Draft Genome Sequence of Stenotrophomonas maltophilia Strain B418, a Promising Agent for Biocontrol of Plant Pathogens and Root-Knot Nematode.

Stenotrophomonas maltophilia strain B418 was isolated from a barley rhizosphere in China. This bacterium exhibits broad-spectrum inhibitory activities against plant pathogens and root-knot nematode along with growth-promoting effects. Here, we present the draft genome sequence of S. maltophilia B418.

GENOME ANNOUNCEMENT

Stenotrophomonas maltophilia strain B418, isolated from the barley rhizosphere in Shandong Province (1), is a multifunctional plant growth-promoting rhizobacterium (PGPR) capable of colonizing wheat roots and stimulating their elongation through the solubilization of phosphate and potassium (2). Initial phenotypic characteristics placed B418 as Burkholderia vietnamiensis, until further studies revealed it as a member of S. maltophilia. Although S. maltophilia is well known as a nonfermentative Gram-negative bacterium causing nosocomial infections (3, 4), many strains of this species are identified as beneficial bacteria with the ability to produce antibiotics and plant growth-promoting factors and have long been used for biocontrol in agriculture (5–7). The strain B418 could also suppress cucumber seedling blight caused by Rhizoctonia solani and wheat sheath blight caused by R. cerealis (8), as well as inhibit eggplant root-knot nematode disease by Meloidogyne incognita (9). Here, we sequenced the genome of B418 to gain insight into its genetic and physiological properties that may contribute to plant health.

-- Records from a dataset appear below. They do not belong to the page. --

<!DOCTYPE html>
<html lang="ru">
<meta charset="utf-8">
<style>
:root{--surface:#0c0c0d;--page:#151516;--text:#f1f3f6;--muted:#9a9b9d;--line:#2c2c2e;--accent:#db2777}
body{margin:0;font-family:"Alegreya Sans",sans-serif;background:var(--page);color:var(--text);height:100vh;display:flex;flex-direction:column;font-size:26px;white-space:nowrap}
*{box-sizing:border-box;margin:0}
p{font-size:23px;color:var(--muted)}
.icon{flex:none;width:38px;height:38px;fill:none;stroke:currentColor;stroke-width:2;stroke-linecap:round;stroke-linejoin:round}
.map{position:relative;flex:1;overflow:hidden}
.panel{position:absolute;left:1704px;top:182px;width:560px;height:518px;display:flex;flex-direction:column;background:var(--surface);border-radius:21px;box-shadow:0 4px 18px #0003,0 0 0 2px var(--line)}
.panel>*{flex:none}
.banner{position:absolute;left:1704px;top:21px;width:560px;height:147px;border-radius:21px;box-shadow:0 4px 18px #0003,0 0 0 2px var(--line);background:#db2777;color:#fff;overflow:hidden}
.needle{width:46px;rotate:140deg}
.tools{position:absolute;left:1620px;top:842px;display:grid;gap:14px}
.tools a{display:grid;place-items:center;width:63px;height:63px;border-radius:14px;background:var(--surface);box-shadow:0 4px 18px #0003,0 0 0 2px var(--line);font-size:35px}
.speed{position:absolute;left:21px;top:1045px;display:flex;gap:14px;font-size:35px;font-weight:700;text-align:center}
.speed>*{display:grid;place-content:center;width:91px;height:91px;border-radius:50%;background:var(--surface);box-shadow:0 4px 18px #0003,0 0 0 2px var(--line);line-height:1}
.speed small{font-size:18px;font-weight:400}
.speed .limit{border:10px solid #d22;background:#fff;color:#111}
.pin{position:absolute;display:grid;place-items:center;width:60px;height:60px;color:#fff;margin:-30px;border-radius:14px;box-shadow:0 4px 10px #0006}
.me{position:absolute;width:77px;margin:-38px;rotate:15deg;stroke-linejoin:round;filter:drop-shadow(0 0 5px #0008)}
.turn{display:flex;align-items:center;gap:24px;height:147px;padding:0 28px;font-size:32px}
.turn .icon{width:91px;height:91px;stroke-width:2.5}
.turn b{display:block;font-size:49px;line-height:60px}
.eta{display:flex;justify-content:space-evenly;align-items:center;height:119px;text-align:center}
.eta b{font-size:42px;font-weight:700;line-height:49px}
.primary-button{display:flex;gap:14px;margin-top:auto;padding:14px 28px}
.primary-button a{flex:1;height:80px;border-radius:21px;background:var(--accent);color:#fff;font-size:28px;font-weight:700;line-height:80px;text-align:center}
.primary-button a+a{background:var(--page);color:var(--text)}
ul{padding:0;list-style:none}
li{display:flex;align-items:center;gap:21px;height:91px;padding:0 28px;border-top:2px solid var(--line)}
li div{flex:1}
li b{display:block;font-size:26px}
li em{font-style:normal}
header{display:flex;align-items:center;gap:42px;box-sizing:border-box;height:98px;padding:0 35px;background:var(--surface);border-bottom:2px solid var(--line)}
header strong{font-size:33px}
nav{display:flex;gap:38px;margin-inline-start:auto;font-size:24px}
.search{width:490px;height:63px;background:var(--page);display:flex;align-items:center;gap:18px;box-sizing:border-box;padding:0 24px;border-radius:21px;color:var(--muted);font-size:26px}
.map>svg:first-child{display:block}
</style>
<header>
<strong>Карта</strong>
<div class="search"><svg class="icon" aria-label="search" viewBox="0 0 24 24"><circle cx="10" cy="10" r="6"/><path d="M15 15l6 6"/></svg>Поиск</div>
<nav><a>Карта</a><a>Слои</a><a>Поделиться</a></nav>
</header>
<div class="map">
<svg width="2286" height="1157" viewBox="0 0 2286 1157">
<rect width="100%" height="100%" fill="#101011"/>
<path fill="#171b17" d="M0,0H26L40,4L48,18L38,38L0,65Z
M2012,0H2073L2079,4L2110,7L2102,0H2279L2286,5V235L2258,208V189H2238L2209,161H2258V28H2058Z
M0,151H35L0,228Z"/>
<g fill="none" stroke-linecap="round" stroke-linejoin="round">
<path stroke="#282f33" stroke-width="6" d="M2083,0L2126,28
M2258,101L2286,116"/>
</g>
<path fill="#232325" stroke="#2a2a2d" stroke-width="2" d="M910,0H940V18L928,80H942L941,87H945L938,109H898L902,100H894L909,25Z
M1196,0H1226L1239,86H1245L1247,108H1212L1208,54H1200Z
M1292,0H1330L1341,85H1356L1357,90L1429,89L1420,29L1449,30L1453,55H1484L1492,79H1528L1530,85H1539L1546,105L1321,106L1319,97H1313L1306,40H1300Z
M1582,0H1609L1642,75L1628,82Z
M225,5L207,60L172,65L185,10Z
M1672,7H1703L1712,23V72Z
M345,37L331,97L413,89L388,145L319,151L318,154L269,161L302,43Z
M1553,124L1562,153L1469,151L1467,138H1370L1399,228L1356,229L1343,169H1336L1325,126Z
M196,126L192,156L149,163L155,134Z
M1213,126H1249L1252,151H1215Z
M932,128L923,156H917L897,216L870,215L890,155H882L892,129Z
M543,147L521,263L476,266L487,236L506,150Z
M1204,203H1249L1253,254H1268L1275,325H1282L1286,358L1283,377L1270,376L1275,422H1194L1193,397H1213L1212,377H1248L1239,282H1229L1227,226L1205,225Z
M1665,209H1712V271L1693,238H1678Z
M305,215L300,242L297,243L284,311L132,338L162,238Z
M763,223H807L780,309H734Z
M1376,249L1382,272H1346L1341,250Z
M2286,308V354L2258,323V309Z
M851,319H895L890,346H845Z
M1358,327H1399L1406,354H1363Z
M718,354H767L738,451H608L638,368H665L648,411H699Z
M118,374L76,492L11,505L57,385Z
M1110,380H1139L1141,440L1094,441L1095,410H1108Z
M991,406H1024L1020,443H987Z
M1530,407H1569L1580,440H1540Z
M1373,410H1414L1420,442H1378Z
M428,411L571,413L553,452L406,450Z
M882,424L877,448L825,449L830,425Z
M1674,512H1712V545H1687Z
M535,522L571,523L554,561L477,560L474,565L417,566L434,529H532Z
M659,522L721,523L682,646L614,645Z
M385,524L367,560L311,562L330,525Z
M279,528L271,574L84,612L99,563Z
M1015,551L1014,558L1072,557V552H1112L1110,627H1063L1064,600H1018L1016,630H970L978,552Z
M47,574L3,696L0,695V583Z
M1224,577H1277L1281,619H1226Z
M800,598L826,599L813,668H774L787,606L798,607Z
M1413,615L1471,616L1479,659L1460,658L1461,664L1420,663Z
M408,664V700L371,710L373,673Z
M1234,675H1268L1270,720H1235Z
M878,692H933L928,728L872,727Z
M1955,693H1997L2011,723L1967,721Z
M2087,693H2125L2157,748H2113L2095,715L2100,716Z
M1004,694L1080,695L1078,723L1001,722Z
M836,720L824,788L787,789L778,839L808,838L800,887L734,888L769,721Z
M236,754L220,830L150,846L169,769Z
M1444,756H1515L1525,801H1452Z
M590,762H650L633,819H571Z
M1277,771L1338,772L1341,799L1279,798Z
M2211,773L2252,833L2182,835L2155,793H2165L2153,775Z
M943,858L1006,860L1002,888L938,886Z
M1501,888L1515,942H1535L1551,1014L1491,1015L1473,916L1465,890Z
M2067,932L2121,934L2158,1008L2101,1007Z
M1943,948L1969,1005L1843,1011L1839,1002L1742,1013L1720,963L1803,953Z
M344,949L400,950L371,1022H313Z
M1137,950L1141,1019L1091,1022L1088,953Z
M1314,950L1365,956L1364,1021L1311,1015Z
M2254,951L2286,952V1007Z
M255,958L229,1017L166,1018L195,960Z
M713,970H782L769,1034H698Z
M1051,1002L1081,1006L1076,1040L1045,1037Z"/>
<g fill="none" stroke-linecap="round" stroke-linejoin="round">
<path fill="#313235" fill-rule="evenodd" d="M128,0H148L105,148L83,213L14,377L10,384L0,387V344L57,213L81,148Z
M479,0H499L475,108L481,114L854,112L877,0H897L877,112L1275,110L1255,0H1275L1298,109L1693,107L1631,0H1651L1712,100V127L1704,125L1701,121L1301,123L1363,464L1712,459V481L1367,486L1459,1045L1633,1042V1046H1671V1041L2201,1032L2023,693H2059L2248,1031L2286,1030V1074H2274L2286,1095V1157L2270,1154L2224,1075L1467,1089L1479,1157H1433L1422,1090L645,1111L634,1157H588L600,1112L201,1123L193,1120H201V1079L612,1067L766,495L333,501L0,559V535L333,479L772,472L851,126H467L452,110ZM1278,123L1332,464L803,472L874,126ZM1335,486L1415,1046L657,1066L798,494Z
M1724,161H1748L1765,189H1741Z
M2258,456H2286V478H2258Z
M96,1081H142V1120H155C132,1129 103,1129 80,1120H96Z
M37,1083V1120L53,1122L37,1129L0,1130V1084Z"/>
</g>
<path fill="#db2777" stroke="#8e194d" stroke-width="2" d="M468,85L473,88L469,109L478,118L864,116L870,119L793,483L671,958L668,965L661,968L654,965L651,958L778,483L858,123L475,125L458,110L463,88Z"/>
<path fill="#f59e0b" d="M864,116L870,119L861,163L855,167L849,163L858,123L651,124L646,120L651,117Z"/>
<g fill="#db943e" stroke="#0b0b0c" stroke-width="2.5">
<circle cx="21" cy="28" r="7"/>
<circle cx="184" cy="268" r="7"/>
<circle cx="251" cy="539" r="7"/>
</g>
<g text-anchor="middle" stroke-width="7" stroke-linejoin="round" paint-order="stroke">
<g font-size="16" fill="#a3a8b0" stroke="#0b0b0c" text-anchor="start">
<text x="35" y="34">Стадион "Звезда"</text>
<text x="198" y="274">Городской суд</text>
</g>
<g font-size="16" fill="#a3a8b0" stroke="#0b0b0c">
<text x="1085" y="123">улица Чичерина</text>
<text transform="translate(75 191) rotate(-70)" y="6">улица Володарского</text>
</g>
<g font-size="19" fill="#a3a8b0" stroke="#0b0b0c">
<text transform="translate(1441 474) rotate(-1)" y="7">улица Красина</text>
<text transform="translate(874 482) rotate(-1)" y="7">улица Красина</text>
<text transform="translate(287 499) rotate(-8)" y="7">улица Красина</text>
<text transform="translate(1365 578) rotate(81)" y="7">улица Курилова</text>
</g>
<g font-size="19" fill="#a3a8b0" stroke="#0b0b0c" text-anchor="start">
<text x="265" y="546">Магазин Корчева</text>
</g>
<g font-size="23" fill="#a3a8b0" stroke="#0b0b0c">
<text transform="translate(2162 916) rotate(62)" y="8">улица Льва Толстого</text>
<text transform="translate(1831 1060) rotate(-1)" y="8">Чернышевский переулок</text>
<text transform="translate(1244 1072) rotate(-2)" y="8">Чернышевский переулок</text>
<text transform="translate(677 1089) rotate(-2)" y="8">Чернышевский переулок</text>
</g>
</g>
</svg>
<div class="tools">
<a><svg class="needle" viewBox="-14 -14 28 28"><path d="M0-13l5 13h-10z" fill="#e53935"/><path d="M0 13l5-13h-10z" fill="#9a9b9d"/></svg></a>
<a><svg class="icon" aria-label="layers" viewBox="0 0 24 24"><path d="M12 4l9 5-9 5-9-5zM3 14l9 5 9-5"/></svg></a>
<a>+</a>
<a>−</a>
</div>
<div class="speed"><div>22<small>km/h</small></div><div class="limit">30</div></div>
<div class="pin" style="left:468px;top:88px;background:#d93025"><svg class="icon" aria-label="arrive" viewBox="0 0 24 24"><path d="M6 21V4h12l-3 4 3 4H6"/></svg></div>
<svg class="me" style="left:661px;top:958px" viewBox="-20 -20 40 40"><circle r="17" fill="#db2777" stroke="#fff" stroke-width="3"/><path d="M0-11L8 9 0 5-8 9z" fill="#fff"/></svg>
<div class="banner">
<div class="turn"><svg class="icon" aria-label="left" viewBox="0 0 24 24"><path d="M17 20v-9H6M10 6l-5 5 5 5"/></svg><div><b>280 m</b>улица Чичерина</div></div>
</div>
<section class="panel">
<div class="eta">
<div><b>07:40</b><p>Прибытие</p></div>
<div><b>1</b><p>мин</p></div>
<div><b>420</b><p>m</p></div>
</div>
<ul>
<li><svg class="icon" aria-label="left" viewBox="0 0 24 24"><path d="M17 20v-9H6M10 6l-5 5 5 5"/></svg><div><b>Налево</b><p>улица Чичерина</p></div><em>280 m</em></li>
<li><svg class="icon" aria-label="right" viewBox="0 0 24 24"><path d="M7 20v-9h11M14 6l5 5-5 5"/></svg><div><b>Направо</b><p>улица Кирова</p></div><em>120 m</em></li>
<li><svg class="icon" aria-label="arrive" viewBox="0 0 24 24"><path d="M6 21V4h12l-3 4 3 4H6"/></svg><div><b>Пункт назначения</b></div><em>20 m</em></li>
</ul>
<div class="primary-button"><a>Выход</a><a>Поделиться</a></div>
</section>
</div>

The whole-genome shotgun sequencing of S. maltophilia B418 was performed using the Illumina HiSeq2000 platform with a Solexa paired-end (PE) sequencing system and PCR-based gap filling strategy. Two sets of Illumina PE libraries with insert sizes of 180 and 500 bp were constructed and sequenced. The sequencing yielded a total of 975,986,100 and 853,386,300 bases, together with 3,253,287 and 2,844,621 paired-end reads, respectively. The resulting clean reads were de novo assembled into 231 large contigs (>500 bp) using Velvet version 1.2.03 (10), and 157 scaffolds were obtained using SSPACE basic version 2.0 (11). The protein-coding sequences (CDSs) were identified with Glimmer 3 (12), while tRNA and rRNA genes were predicted by tRNAscan-SE (13) and RNAmmer (14), respectively. The draft genome of S. maltophilia B418 is characterized as a circular chromosome of 4,712,807 bp with a 65.36% G+C content without plasmids. The chromosome harbors 3,956 CDSs, 39 tRNA genes, and 5 rRNA operons.

Genome analysis revealed that the genome of S. maltophilia B418 contains various gene clusters for biosynthesis of secondary metabolites and antimicrobial peptides such as enterobactin, phenazine, and pyrrolnitrin (15, 16). The genome information displays several antibiotic resistance genes encoding SmQnr, efflux pumps, and bleomycin resistance protein (17). The presence of aspartic proteinase, serine proteinase, and chitinase genes confirms its ability to inhibit the growth of plant pathogens and root-knot nematode (18). There also exist in the genome multiple genes encoding acid phosphatase, alkaline phosphatase, and phosphotase, which may be involved in phosphate solubilization (19). Besides these genes, a large number of epiphytic fitness genes are identified, including those associated with pili, flagella, and adhesions, which can contribute to the rhizosphere competence for approaching environmental nutrients (20). Overall, the genome sequence of B418 provides better avenues for exploiting the biocontrol mechanism possessed by S. maltophilia.

Nucleotide sequence accession numbers.

This whole-genome shotgun project has been deposited at DDBJ/EMBL/GenBank under the accession number JSXG00000000. The version described in this paper is version JSXG01000000.